- Church: Roman Catholic Church

Orders
- Ordination: 11 April 1914

Personal details
- Born: 23 May 1889 Tirano, Sondrio, Kingdom of Italy
- Died: 3 January 1971 (aged 81) Makati, Philippines
- Buried: Salesian Cemetery, Diocesan Shrine of Mary, Help of Christians, Canlubang, Calamba, Laguna
- Occupation: Priest

= Carlo Braga =

Italian priest (1889–1971)

Carlo Braga (23 May 1889 – 3 January 1971) was a Salesian religious priest. He is also sometimes known as "the little Don Bosco of China" for his missionary works towards the children in China. He died in the Philippines in 1971.

==Biography==
Don Braga was born in Tirano, Sondrio, on May 23, 1889. He grew up motherless since childhood and because of this his education was entrusted to the Salesians of Don Bosco in Sondrio. When he was seventeen, he entered the Salesians and took religious vows in Turin, Italy and he completed his studies in philosophy in Valsalice High School, where his instructors were Don Cimatti, the future apostle of Japan, and Don Cojazzi, a well known apostle of young people.

He was ordained on 11 April 1914.

With the outbreak of the First World War, he was recruited in the army; he then contracted Spanish flu. He received a missionary cross in April 1919.

He applied to be sent on a mission in the Far East. He arrived in China in September 1919. When he reached Shiu Chow, in southern China, the first Salesian Bishop and Martyr, Monsignor Luigi Versiglia, who immediately sensed the good educational qualities of Don Braga, the Bishop entrusted the direction of the "Don Bosco Middle School" to him.

Don Braga, at the age of 40, was called to replace the Salesian Provincial, Fr Canazei, who was elected as bishop. The Salesian missions in China under his leadership brought forth orphanages and schools in Macao and in Hong Kong arose five large and modern schools with a student population of about 10,000 students.

He pushes bravely in northern China and implants the Salesian work in the capital Beijing: the work for orphans, for the poor and abandoned boys in those years many wandering the streets or starving. In Beijing he realizes the prophetic dream of Don Bosco who many years before had seen the Salesians settle in the vast capital.

The Salesian work of Don Braga, clearly expanding, saw his dreams were interrupted by Communism. Each education, charity and evangelization were closed. He then turned his attention to the Philippines and Indochina, where here he opened a Salesian school. Meanwhile, in 1955 he was elected Provincial. His zeal and enthusiasm inspires other missionaries. In the Philippines, the Salesian presence spread with extraordinary depth. Deep optimism, human kindness and cheerfulness were the main features of Don Braga. Everywhere he promoted a wonderful family spirit.

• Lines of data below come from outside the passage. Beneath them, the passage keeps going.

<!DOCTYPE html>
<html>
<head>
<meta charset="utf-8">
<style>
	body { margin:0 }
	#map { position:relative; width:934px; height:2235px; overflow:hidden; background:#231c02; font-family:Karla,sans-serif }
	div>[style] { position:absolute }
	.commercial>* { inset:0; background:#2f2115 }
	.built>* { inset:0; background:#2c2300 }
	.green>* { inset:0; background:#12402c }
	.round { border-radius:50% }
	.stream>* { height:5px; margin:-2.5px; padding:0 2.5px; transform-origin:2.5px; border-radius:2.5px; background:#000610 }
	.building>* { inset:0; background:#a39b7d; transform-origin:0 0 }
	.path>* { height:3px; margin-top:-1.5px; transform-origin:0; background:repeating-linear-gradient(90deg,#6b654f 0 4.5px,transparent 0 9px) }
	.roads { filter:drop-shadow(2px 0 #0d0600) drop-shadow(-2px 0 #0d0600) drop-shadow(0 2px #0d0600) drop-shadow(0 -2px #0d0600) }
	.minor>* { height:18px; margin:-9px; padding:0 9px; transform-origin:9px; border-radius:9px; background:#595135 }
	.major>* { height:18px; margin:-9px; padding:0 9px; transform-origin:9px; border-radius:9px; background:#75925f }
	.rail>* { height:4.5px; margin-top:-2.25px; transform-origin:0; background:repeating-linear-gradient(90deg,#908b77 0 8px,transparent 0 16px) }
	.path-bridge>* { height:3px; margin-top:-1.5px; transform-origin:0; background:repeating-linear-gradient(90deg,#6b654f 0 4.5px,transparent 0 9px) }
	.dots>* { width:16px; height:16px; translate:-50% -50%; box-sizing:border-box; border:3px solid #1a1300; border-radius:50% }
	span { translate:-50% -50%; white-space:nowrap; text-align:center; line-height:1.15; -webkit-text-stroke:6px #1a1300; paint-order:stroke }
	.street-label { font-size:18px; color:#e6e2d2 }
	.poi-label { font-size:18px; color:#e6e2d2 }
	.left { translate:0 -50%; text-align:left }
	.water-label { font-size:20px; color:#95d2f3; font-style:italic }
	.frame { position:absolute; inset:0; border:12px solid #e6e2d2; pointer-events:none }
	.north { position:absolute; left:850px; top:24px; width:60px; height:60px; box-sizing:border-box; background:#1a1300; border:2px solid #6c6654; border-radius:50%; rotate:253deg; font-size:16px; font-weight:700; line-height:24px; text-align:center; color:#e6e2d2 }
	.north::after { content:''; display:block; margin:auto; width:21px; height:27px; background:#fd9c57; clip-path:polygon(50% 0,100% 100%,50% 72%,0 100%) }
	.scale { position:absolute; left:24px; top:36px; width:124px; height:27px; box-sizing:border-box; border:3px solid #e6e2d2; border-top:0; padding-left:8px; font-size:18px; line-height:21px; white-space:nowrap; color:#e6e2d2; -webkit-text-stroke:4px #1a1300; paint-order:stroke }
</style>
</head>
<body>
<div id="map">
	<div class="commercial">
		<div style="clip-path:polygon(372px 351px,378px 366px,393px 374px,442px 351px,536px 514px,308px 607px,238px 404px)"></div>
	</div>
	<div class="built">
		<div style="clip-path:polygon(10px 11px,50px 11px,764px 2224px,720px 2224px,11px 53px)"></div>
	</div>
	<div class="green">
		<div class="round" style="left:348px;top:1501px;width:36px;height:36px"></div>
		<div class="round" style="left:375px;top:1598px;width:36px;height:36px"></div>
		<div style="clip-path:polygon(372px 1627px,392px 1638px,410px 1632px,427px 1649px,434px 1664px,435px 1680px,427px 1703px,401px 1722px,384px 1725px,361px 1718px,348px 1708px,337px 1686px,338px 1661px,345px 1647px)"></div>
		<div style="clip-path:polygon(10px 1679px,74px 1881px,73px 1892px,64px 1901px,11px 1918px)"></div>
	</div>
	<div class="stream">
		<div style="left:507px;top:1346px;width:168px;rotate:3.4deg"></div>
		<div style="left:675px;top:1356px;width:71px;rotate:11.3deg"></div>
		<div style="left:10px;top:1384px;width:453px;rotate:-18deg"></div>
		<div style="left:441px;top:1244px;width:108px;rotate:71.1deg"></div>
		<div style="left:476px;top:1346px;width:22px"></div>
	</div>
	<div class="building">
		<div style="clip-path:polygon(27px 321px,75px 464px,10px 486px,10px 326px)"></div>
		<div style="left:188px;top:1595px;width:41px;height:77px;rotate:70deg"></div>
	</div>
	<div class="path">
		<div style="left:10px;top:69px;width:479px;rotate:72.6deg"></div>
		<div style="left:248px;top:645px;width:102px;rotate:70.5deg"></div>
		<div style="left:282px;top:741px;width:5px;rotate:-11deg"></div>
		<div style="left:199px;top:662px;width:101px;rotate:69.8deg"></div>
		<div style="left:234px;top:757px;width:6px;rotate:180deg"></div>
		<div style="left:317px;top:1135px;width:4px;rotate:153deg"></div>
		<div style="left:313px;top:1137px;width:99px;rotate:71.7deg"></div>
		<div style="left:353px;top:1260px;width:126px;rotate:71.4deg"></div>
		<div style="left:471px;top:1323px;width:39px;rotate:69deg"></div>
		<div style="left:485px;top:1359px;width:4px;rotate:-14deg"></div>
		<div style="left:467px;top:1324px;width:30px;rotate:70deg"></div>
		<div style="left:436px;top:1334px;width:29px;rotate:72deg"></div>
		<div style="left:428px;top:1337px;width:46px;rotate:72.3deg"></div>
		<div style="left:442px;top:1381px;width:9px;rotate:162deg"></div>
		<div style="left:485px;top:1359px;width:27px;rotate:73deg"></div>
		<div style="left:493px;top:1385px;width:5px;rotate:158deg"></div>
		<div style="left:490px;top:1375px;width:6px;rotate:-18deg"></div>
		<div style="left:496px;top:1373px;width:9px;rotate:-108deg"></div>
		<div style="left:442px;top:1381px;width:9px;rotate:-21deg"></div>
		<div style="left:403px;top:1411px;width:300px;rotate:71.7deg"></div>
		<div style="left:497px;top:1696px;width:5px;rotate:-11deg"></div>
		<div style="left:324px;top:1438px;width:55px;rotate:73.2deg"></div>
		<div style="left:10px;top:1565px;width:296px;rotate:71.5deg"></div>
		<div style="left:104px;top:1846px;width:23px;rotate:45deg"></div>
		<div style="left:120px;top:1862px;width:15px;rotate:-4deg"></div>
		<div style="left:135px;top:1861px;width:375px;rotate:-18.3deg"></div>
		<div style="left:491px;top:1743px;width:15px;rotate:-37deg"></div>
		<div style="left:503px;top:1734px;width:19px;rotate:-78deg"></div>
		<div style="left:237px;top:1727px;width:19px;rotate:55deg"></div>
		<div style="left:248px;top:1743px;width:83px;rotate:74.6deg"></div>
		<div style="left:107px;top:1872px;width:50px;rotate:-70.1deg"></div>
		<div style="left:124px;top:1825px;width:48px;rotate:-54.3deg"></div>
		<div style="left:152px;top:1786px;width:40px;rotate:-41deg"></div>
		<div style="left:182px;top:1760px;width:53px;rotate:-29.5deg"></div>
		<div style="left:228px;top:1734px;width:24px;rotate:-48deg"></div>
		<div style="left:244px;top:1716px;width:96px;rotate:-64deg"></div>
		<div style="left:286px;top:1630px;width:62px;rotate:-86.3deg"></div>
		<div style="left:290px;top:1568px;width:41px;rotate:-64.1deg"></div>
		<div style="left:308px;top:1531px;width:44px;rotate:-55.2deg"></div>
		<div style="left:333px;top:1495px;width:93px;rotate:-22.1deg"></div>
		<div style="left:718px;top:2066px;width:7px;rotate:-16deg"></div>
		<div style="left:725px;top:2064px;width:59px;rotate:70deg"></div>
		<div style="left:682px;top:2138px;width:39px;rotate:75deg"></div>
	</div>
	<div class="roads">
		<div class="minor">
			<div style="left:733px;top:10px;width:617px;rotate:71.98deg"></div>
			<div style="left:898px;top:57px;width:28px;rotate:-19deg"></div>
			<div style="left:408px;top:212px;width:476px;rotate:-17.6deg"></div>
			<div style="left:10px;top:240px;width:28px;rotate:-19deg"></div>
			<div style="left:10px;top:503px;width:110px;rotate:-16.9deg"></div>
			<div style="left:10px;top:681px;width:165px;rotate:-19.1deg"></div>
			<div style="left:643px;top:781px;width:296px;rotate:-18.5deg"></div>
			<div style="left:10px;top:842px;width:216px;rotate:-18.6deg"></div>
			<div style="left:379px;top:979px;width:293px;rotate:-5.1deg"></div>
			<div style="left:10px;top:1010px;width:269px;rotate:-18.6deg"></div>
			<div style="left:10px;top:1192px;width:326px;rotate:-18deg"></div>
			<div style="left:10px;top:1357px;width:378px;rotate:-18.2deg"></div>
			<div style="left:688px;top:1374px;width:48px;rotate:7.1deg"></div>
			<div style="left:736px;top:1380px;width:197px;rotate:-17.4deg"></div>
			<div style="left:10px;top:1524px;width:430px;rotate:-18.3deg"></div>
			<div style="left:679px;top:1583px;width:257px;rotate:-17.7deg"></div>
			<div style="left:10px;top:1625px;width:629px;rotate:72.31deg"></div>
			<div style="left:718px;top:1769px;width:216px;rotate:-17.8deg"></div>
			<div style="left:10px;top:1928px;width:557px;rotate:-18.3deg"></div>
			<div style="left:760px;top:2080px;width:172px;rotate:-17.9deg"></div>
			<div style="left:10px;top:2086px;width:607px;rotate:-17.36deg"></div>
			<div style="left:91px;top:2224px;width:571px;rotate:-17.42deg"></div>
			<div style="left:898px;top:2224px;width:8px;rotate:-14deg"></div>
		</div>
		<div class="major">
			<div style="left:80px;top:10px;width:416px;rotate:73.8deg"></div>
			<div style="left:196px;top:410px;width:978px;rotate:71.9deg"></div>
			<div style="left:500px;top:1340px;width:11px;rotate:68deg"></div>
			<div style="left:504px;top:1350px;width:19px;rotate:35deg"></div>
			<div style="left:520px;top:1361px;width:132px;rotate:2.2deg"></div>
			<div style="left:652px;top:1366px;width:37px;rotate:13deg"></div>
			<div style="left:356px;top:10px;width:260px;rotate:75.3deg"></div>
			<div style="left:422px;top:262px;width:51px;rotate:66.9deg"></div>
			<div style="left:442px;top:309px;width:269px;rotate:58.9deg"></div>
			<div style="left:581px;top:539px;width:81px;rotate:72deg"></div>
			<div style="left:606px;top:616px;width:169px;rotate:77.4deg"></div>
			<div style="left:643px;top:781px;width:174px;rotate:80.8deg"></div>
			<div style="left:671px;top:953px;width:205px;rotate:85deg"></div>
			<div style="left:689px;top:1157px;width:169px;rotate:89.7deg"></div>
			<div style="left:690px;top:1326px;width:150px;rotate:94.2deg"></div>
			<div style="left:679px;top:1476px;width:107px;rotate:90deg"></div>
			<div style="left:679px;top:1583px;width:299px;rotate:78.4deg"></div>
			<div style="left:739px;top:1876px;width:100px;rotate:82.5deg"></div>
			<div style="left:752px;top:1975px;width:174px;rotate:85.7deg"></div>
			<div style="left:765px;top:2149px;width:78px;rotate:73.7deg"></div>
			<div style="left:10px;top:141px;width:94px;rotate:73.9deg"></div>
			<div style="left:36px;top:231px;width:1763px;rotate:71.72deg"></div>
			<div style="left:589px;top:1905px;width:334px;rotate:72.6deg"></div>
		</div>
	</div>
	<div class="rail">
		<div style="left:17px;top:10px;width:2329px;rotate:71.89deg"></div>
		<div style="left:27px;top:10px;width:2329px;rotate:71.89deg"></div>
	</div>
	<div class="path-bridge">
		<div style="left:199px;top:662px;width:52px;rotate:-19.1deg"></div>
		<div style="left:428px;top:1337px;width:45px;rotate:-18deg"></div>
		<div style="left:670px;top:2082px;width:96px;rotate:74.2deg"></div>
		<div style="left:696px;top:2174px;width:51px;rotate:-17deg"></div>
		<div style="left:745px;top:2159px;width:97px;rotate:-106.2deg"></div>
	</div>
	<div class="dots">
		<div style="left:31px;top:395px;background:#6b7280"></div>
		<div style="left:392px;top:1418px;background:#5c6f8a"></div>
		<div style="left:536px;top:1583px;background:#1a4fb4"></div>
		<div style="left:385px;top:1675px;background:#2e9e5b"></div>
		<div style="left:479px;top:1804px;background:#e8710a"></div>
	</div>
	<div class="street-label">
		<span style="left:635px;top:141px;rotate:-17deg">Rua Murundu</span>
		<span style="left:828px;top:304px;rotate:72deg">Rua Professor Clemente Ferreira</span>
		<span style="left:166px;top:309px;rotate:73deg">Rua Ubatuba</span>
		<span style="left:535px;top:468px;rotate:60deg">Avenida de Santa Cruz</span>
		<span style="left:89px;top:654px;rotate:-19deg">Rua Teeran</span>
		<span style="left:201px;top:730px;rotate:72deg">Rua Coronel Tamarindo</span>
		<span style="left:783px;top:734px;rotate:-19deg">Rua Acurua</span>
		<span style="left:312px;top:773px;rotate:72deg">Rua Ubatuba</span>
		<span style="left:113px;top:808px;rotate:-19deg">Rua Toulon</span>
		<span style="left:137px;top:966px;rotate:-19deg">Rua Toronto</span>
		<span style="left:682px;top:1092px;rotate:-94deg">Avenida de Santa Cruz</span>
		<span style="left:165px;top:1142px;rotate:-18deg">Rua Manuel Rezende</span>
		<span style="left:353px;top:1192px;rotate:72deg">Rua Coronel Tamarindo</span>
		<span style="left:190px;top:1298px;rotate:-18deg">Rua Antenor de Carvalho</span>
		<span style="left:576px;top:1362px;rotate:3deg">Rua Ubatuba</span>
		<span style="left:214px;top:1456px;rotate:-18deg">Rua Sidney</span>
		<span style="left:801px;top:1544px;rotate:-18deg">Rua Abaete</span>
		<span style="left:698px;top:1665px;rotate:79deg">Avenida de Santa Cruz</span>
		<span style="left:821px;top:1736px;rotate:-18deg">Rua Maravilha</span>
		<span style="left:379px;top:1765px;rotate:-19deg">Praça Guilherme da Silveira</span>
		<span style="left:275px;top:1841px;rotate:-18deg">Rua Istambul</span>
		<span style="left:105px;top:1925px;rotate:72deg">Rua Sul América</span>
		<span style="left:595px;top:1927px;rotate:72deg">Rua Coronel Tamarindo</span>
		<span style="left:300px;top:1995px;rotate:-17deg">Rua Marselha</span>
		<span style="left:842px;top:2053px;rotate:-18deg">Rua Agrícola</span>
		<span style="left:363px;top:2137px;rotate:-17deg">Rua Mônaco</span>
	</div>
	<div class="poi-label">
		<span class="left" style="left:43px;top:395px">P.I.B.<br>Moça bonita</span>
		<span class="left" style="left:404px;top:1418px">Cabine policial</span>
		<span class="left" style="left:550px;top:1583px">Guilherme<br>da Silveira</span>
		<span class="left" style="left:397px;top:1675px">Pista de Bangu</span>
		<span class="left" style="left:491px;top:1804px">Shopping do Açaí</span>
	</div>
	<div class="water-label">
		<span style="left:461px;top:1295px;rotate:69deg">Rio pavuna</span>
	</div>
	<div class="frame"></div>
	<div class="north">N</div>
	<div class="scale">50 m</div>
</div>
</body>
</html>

On 3 January 1971, he died at the age of 81 in Bacolor, Pampanga, Philippines. His remains were interred at the Salesians' Cemetery at the compound of the Diocesan Shrine of Mary, Help of Christians in Canlubang, Calamba, Laguna.

==Beatification==
The cause for his beatification is already in the preliminary stages of the diocesan investigation but has not yet received the decree nihil obstat from the Congregation for the Causes of Saints. As of January 2019, he has been declared a Servant of God.